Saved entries
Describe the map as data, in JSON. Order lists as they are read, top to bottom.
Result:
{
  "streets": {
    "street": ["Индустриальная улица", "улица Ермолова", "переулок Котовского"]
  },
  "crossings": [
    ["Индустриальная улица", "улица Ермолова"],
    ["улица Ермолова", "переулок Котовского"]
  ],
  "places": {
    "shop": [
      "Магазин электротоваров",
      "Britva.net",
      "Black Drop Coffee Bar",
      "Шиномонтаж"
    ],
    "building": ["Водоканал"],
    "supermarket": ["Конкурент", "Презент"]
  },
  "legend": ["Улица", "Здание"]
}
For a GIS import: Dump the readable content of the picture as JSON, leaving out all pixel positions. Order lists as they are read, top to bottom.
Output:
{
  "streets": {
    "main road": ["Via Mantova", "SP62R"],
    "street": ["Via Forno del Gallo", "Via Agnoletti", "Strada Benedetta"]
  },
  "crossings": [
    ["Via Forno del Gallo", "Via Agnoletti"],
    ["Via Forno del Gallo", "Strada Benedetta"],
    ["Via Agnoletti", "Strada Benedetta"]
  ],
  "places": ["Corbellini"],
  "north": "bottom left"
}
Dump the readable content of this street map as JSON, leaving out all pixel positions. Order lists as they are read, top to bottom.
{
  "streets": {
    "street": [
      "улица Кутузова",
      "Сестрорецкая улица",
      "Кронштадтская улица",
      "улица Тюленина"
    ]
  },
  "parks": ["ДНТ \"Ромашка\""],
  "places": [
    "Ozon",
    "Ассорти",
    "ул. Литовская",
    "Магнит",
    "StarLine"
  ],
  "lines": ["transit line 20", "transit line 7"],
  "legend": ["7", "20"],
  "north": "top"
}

Instructions to follow:
Using the records above as the source, restate each line verbatim.

Exercise solution:
Describe the map as data, in JSON. Order lists as they are read, top to bottom.
Result:
{
  "streets": {
    "street": ["Индустриальная улица", "улица Ермолова", "переулок Котовского"]
  },
  "crossings": [
    ["Индустриальная улица", "улица Ермолова"],
    ["улица Ермолова", "переулок Котовского"]
  ],
  "places": {
    "shop": [
      "Магазин электротоваров",
      "Britva.net",
      "Black Drop Coffee Bar",
      "Шиномонтаж"
    ],
    "building": ["Водоканал"],
    "supermarket": ["Конкурент", "Презент"]
  },
  "legend": ["Улица", "Здание"]
}
For a GIS import: Dump the readable content of the picture as JSON, leaving out all pixel positions. Order lists as they are read, top to bottom.
Output:
{
  "streets": {
    "main road": ["Via Mantova", "SP62R"],
    "street": ["Via Forno del Gallo", "Via Agnoletti", "Strada Benedetta"]
  },
  "crossings": [
    ["Via Forno del Gallo", "Via Agnoletti"],
    ["Via Forno del Gallo", "Strada Benedetta"],
    ["Via Agnoletti", "Strada Benedetta"]
  ],
  "places": ["Corbellini"],
  "north": "bottom left"
}
Dump the readable content of this street map as JSON, leaving out all pixel positions. Order lists as they are read, top to bottom.
{
  "streets": {
    "street": [
      "улица Кутузова",
      "Сестрорецкая улица",
      "Кронштадтская улица",
      "улица Тюленина"
    ]
  },
  "parks": ["ДНТ \"Ромашка\""],
  "places": [
    "Ozon",
    "Ассорти",
    "ул. Литовская",
    "Магнит",
    "StarLine"
  ],
  "lines": ["transit line 20", "transit line 7"],
  "legend": ["7", "20"],
  "north": "top"
}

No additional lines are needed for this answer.